(Dataset entries)
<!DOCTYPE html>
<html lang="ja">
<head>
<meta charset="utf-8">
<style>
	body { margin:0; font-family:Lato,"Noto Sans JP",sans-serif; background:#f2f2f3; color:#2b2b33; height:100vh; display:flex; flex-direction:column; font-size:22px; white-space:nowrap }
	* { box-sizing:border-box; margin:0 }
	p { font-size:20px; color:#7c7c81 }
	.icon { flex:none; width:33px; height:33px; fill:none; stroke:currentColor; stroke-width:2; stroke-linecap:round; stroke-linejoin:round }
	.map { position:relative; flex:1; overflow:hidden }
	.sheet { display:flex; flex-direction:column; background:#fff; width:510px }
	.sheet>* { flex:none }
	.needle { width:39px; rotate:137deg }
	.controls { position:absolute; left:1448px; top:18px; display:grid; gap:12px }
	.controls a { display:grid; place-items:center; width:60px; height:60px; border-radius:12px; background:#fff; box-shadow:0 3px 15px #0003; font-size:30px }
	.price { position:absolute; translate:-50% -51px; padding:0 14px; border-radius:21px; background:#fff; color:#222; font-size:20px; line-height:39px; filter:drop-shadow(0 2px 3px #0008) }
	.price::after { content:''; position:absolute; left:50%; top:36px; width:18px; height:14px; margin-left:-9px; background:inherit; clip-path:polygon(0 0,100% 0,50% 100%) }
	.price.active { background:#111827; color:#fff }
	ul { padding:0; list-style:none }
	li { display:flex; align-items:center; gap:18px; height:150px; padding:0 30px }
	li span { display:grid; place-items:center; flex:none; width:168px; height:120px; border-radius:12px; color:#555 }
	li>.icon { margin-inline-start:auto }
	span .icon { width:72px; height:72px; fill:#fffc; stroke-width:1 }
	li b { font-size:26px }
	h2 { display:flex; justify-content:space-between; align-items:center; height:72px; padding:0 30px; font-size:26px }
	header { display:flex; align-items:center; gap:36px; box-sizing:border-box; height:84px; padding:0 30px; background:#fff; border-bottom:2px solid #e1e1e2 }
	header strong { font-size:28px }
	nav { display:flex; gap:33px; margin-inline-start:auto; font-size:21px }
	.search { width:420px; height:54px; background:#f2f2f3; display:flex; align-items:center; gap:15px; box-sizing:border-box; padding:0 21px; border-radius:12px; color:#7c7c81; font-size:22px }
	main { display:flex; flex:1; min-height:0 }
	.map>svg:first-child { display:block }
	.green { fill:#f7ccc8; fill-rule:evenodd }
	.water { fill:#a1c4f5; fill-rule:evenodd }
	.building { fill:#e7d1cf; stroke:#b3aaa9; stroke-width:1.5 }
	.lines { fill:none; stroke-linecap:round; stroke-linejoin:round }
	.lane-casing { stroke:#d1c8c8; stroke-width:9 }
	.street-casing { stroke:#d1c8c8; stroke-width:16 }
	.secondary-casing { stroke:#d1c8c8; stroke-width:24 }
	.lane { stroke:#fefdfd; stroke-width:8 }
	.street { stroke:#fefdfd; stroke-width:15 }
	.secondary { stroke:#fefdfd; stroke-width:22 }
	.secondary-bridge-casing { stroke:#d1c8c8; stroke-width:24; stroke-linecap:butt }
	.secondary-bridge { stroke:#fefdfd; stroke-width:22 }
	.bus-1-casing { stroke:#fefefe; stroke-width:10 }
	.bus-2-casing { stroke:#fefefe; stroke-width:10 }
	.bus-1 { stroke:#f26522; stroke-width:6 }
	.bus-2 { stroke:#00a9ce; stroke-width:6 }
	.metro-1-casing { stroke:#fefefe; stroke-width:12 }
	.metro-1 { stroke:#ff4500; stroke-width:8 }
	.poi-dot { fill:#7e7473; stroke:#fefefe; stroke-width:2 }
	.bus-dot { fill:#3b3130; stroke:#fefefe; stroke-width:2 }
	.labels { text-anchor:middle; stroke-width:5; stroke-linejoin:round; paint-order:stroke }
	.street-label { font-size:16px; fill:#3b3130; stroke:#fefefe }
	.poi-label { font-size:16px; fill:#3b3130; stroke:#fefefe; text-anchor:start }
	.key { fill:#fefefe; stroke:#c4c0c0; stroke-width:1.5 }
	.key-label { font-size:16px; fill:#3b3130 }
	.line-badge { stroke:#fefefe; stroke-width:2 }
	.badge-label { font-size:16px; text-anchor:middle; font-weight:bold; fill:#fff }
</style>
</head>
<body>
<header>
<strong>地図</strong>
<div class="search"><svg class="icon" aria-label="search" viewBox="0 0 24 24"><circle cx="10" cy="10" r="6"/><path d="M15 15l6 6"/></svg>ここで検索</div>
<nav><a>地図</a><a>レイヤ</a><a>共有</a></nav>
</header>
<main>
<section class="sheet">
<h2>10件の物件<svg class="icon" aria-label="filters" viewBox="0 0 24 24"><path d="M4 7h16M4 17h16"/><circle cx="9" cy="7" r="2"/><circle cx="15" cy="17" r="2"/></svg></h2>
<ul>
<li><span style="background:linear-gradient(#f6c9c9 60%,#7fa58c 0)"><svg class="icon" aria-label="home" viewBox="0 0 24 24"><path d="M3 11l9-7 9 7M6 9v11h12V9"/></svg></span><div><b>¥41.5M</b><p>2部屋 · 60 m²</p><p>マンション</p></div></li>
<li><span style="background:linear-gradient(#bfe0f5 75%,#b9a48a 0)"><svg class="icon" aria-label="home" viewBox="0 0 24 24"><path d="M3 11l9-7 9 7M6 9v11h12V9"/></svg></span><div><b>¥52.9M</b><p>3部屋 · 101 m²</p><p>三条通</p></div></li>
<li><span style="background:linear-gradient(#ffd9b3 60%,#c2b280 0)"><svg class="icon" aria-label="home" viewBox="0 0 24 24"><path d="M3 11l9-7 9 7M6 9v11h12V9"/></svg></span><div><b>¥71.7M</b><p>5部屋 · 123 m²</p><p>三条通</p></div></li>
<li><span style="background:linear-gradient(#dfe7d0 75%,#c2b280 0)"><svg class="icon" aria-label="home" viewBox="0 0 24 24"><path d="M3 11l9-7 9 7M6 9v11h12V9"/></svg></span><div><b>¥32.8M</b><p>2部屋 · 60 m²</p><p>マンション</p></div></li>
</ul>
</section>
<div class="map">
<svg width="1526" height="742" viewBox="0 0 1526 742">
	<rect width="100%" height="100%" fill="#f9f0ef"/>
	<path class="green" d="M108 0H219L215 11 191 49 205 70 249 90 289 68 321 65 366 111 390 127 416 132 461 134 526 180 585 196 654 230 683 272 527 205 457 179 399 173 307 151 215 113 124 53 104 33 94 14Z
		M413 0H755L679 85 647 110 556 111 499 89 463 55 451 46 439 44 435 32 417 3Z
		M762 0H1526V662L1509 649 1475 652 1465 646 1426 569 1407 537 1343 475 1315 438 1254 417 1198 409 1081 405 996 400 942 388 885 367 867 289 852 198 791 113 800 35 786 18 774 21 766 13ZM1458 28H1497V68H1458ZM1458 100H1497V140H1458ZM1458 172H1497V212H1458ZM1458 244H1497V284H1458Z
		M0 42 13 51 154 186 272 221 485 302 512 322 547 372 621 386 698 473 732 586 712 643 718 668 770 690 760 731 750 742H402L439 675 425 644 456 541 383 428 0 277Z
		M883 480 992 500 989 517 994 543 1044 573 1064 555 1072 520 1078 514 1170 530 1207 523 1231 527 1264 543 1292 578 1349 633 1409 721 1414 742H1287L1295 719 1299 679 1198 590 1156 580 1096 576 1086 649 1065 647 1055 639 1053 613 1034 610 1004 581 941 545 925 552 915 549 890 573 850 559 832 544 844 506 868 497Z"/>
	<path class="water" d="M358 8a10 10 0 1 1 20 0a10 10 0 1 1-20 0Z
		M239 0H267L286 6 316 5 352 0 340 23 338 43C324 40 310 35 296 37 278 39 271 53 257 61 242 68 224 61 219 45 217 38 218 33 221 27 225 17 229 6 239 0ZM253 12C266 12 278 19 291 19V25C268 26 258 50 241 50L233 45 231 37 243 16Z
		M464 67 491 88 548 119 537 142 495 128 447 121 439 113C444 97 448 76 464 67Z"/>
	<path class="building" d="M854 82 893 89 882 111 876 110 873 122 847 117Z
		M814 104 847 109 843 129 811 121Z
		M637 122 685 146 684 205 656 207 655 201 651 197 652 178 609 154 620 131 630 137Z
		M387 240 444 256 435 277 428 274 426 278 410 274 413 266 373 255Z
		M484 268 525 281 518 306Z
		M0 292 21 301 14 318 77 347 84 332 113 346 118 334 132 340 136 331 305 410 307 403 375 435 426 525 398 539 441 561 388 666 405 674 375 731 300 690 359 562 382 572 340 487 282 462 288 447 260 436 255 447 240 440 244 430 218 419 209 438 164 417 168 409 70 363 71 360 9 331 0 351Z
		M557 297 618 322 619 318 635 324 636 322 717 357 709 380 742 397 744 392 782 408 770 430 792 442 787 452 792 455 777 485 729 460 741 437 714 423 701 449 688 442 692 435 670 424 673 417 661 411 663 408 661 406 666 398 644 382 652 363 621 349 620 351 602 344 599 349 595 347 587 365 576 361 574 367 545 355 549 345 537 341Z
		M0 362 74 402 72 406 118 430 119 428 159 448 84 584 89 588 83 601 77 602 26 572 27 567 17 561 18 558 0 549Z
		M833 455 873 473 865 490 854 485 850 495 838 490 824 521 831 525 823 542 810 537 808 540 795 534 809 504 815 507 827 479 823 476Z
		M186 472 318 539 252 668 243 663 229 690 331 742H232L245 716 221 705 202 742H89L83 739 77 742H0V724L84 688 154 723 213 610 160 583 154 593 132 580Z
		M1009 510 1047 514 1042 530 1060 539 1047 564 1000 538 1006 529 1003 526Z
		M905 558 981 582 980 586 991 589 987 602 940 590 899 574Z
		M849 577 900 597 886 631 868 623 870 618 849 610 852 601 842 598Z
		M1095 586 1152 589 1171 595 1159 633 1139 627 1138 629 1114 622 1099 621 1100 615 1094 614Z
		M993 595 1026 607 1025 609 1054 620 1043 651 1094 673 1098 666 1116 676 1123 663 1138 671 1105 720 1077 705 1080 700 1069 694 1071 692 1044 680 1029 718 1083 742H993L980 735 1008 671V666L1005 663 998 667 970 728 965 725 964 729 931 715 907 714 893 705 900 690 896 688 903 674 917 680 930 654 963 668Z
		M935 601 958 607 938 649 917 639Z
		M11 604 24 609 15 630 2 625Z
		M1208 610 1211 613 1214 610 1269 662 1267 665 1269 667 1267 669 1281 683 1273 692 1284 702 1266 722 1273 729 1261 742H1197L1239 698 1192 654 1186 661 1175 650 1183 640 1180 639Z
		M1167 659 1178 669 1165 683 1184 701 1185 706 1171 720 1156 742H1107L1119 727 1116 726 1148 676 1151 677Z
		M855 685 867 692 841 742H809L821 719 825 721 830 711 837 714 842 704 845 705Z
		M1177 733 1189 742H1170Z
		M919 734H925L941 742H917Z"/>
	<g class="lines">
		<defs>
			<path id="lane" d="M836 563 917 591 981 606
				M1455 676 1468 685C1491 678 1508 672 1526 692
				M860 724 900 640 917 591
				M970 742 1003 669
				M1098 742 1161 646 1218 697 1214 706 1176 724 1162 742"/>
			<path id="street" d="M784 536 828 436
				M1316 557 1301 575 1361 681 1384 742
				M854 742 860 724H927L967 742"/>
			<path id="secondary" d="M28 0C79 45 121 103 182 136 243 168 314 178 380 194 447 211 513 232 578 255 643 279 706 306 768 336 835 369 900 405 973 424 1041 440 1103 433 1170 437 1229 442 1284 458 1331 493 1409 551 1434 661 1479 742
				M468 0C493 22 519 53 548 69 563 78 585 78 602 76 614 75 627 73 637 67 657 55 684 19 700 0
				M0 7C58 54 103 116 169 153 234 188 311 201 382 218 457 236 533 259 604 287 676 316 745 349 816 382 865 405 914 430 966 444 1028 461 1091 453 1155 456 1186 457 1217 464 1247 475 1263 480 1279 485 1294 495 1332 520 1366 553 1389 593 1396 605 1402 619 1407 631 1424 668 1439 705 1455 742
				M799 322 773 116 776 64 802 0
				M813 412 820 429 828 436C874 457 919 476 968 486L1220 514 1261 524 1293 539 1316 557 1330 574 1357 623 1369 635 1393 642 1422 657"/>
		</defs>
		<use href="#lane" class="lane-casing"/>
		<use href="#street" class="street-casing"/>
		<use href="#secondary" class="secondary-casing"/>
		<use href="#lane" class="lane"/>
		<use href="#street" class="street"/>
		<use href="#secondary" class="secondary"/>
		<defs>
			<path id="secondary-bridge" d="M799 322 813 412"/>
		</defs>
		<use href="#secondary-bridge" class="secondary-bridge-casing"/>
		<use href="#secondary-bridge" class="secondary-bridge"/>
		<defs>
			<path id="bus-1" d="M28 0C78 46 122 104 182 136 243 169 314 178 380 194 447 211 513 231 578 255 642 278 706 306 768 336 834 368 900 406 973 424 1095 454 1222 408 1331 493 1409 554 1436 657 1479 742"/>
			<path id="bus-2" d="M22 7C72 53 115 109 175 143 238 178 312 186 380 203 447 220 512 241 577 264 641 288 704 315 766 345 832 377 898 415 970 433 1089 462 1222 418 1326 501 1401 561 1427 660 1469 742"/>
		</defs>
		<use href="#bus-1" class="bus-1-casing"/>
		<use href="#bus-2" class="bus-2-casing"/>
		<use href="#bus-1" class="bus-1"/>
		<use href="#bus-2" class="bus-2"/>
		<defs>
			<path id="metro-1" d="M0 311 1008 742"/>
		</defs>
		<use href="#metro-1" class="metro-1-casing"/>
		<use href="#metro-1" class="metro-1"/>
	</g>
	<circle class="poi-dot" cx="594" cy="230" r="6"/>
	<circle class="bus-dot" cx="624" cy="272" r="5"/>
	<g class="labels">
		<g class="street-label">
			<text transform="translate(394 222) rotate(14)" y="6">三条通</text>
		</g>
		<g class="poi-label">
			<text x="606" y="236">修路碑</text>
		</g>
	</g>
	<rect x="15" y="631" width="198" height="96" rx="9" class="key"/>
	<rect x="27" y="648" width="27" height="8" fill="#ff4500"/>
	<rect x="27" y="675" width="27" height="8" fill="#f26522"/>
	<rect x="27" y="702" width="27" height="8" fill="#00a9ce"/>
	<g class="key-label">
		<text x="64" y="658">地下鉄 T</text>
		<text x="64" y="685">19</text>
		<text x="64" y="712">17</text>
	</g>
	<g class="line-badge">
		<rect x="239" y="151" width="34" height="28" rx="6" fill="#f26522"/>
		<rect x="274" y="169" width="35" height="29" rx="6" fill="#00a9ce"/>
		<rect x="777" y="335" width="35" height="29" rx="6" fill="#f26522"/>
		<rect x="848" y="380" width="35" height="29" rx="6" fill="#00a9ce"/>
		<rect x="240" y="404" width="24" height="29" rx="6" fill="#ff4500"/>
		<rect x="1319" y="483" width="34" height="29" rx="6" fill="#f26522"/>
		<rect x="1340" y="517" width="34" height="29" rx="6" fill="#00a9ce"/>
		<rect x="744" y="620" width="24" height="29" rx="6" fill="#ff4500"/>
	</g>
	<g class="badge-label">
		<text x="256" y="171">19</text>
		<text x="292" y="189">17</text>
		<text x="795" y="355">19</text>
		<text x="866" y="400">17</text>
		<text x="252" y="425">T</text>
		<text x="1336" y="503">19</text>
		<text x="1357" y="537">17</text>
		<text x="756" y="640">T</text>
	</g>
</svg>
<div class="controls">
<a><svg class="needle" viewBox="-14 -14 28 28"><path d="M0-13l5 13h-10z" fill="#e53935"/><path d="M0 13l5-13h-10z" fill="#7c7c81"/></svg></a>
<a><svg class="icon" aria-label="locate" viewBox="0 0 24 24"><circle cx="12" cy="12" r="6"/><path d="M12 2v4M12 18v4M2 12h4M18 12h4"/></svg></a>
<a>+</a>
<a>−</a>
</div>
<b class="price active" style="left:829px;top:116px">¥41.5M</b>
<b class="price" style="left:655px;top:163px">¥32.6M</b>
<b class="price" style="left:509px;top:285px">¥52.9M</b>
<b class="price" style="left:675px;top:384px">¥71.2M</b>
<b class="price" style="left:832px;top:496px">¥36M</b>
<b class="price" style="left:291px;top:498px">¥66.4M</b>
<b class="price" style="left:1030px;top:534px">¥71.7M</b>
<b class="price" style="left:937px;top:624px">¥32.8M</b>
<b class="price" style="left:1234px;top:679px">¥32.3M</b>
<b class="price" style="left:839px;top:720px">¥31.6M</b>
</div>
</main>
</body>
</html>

__WORK ITEM__:
Find and copy each line above that includes the string "lines".

__FINAL ANSWER__:
	.lines { fill:none; stroke-linecap:round; stroke-linejoin:round }
	<g class="lines">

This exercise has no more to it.